Outdoor images can be degraded due to the particles in the air that absorb and scatter light. The produced degradation generates contrast attenuation, blurring, and distortion in pixels, resulting in low visibility. These limit the efficiency of computer vision systems such as target tracking, surveillance, and pattern recognition. In this paper, we propose a fast and effective method, through modification in the computation of the dark channel which significantly reduces the artifacts generated in the restored images presented when using the ordinary dark channel. According to our experimental results, our method produces better results than some state-of-the-art methods in both efficiency and restoration quality. The processing time in tests shows that the method is adequate for images with high-resolution and real-time video processing.

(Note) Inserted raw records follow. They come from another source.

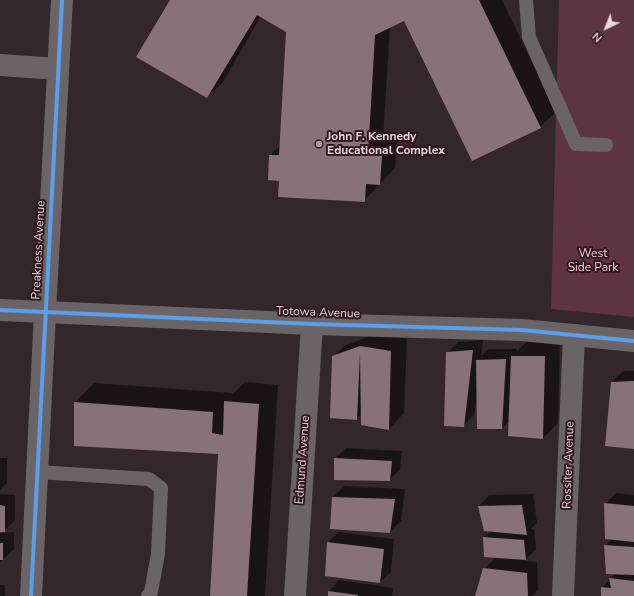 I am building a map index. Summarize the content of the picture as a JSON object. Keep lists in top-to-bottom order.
{
  "streets": {
    "street": [
      "Preakness Avenue",
      "Totowa Avenue",
      "Edmund Avenue",
      "Rossiter Avenue"
    ]
  },
  "crossings": [
    ["Preakness Avenue", "Totowa Avenue"],
    ["Totowa Avenue", "Edmund Avenue"],
    ["Totowa Avenue", "Rossiter Avenue"]
  ],
  "parks": ["West Side Park"],
  "places": ["John F. Kennedy Educational Complex"],
  "north": "bottom left"
} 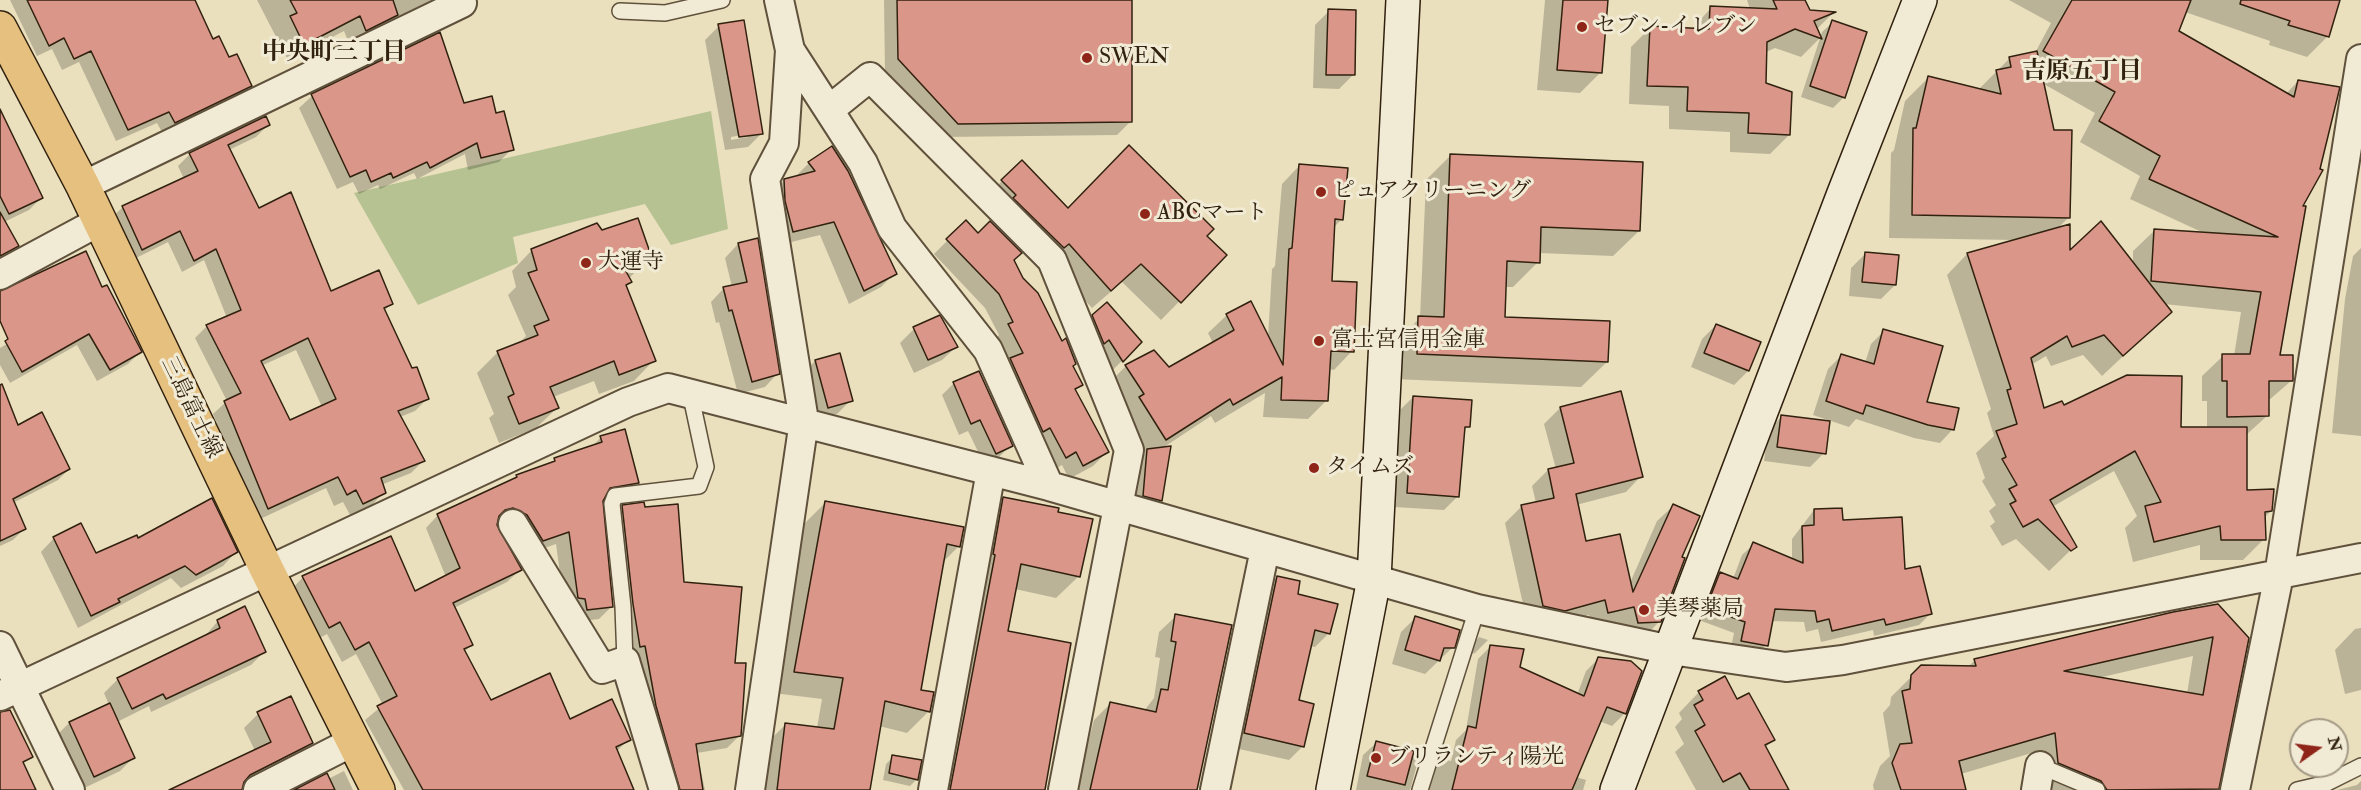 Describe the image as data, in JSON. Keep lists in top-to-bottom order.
{
  "streets": {
    "main road": ["三島富士線"]
  },
  "districts": ["中央町三丁目", "吉原五丁目"],
  "places": [
    "セブン-イレブン",
    "SWEN",
    "ピュアクリーニング",
    "ABCマート",
    "大運寺",
    "富士宮信用金庫",
    "タイムズ",
    "美琴薬局",
    "ブリランティ陽光"
  ],
  "north": "right"
}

The presence of environmental disturbances such as haze and smog gives outdoor images and videos undesirable characteristics that affect the ability of computer vision systems to detect patterns and perform an efficient feature selection and classification. These characteristics are caused by the decrease in contrast and color modification originated by the presence of suspended particles in the air. Hence, the task of removing the haze, fog, and smog (dehazing), without compromising the image information, takes on special relevance. Therefore, to improve the performance of systems such as surveillance [1], traffic [2], self-driving vehicles [3] is essential to develop new and better dehazing methods. This problem has been studied extensively in the literature with two main approaches: methods that use multiple images [4] and methods that use just a single image [1].

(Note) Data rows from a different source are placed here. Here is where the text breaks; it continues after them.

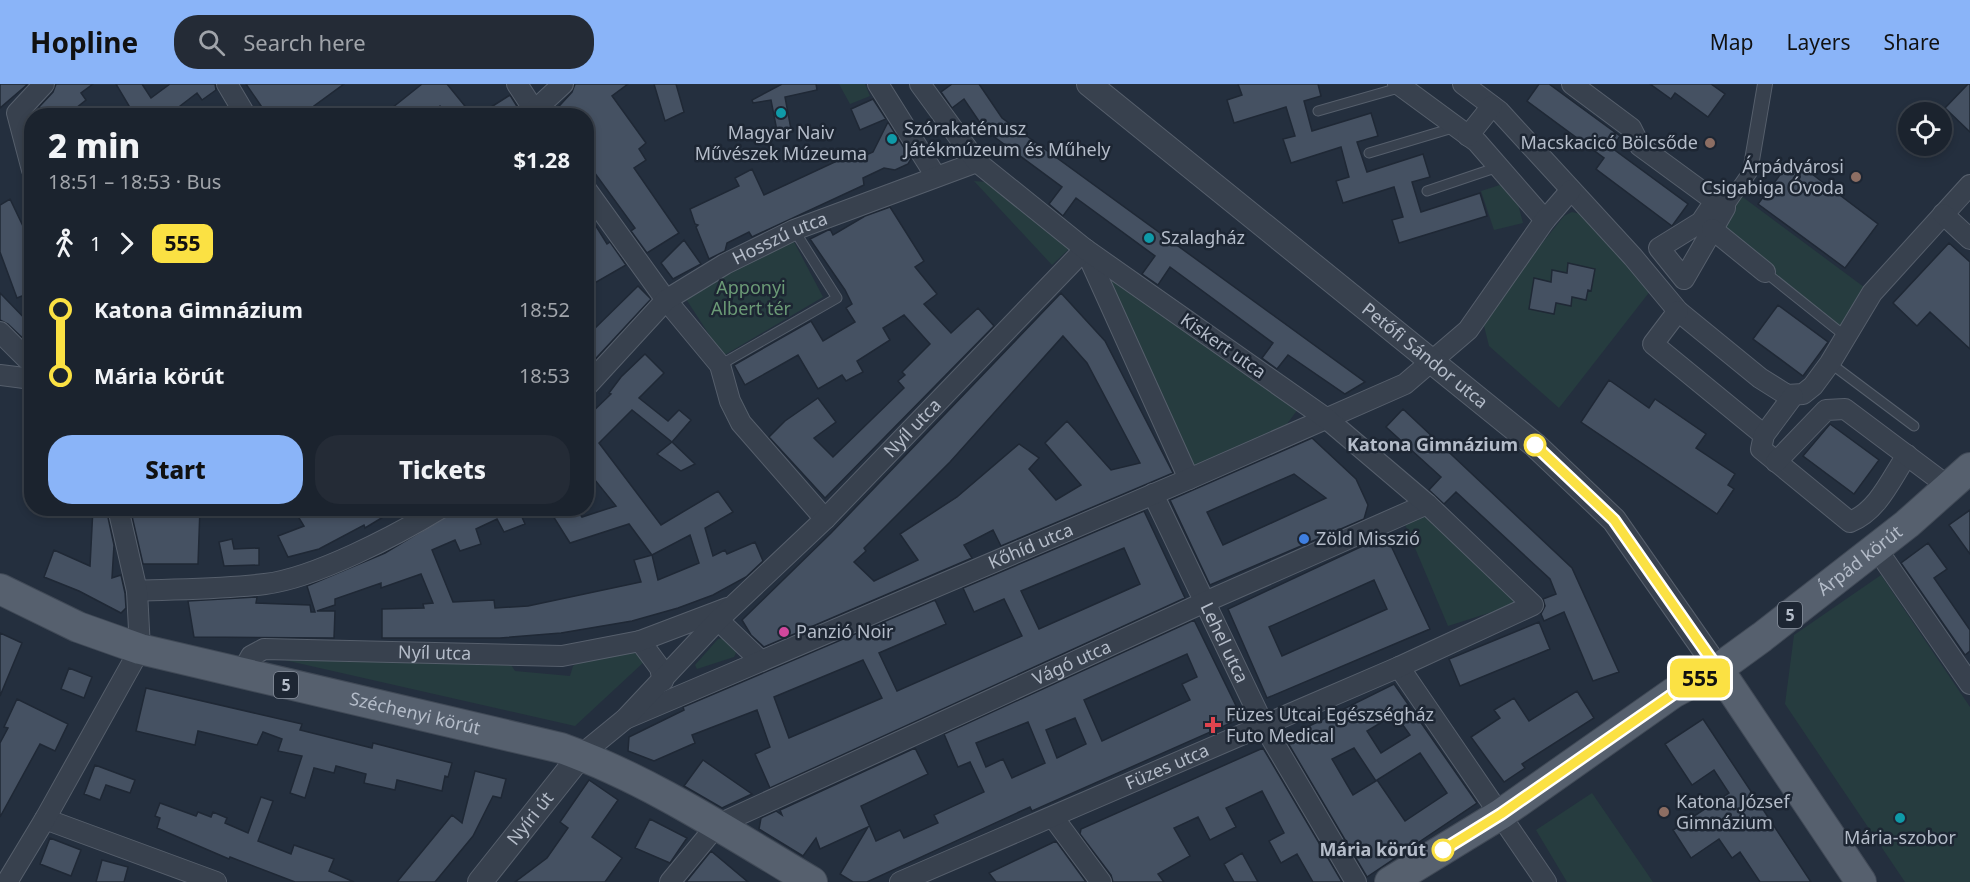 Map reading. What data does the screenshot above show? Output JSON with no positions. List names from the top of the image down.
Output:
{
  "streets": {
    "main road": ["Árpád körút", "5", "Széchenyi körút"],
    "street": [
      "Hosszú utca",
      "Kiskert utca",
      "Petőfi Sándor utca",
      "Nyíl utca",
      "Kőhíd utca",
      "Lehel utca",
      "Vágó utca",
      "Füzes utca",
      "Nyíri út"
    ]
  },
  "crossings": [
    ["Hosszú utca", "Kiskert utca"],
    ["Kiskert utca", "Nyíl utca"],
    ["Kiskert utca", "Kőhíd utca"],
    ["Kiskert utca", "Vágó utca"],
    ["Kiskert utca", "Füzes utca"],
    ["Petőfi Sándor utca", "Kőhíd utca"],
    ["Petőfi Sándor utca", "Árpád körút"],
    ["Petőfi Sándor utca", "5"],
    ["Nyíl utca", "Kőhíd utca"],
    ["Nyíl utca", "Széchenyi körút"],
    ["Nyíl utca", "Nyíri út"],
    ["Kőhíd utca", "Lehel utca"],
    ["Árpád körút", "5"],
    ["Lehel utca", "Vágó utca"],
    ["Lehel utca", "Füzes utca"],
    ["Vágó utca", "Széchenyi körút"],
    ["Széchenyi körút", "Nyíri út"]
  ],
  "parks": ["Apponyi Albert tér"],
  "places": {
    "other": [
      "Magyar Naiv Művészek Múzeuma",
      "Szórakaténusz Játékmúzeum és Műhely",
      "Macskacicó Bölcsőde",
      "Árpádvárosi Csigabiga Óvoda",
      "Szalagház",
      "Katona Gimnázium",
      "Zöld Misszió",
      "Panzió Noir",
      "Katona József Gimnázium",
      "Mária-szobor",
      "Mária körút"
    ],
    "health": ["Füzes Utcai Egészségház Futo Medical"]
  },
  "lines": ["bus line 555"],
  "page": {
    "header": "Hopline",
    "search": "Search here",
    "nav": ["Map", "Layers", "Share"],
    "on_map": "555",
    "heading": ["2 min", "18:51 – 18:53 · Bus", "$1.28"],
    "legs": ["1", "555"],
    "list": [
      {
        "name": "Katona Gimnázium",
        "value": "18:52"
      },
      {
        "name": "Mária körút",
        "value": "18:53"
      }
    ],
    "buttons": ["Start", "Tickets"]
  }
} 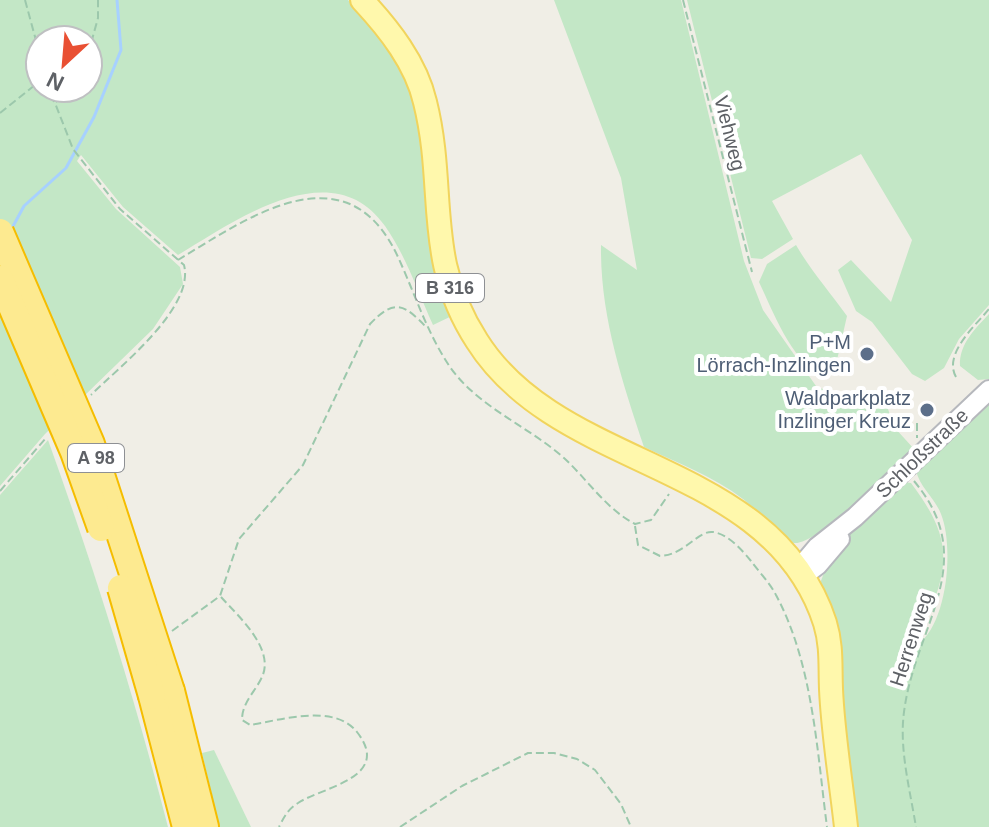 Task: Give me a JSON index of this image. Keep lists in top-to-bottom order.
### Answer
{
  "streets": {
    "highway": ["A 98"],
    "main road": ["B 316"],
    "street": ["Schloßstraße"],
    "path": ["Viehweg", "Herrenweg"]
  },
  "crossings": [
    ["B 316", "Schloßstraße"],
    ["Schloßstraße", "Herrenweg"]
  ],
  "places": ["P+M Lörrach-Inzlingen", "Waldparkplatz Inzlinger Kreuz"],
  "north": "bottom left"
}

Within the single-image approach, some results can be mentioned relevant results, such as the obtained by Tan et al. [5], Fattal [6], and Tarel et al. [7] where the main problem of these proposed methods is the time processing required and that the proposed methods are not based on solid physics concepts. The most studied method in the literature is presented by He et al. [8] where the dark channel prior (DCP) is introduced. The DCP is a simple but effective approach in most cases, although it produces artifacts around regions where the intensity changes abruptly. Usually, in order to eliminate the artifacts, a refinement stage is necessary, which has an impact on time processing [1, 9]. To get around this problem, He et al. [8] uses a soft-matting process, Gibson et al. [10] proposed a DCP method based on the median operator. Zhu et al. [11] introduced a linear color attenuation prior, and Ren et al. [12] used a deep multiscale neural network.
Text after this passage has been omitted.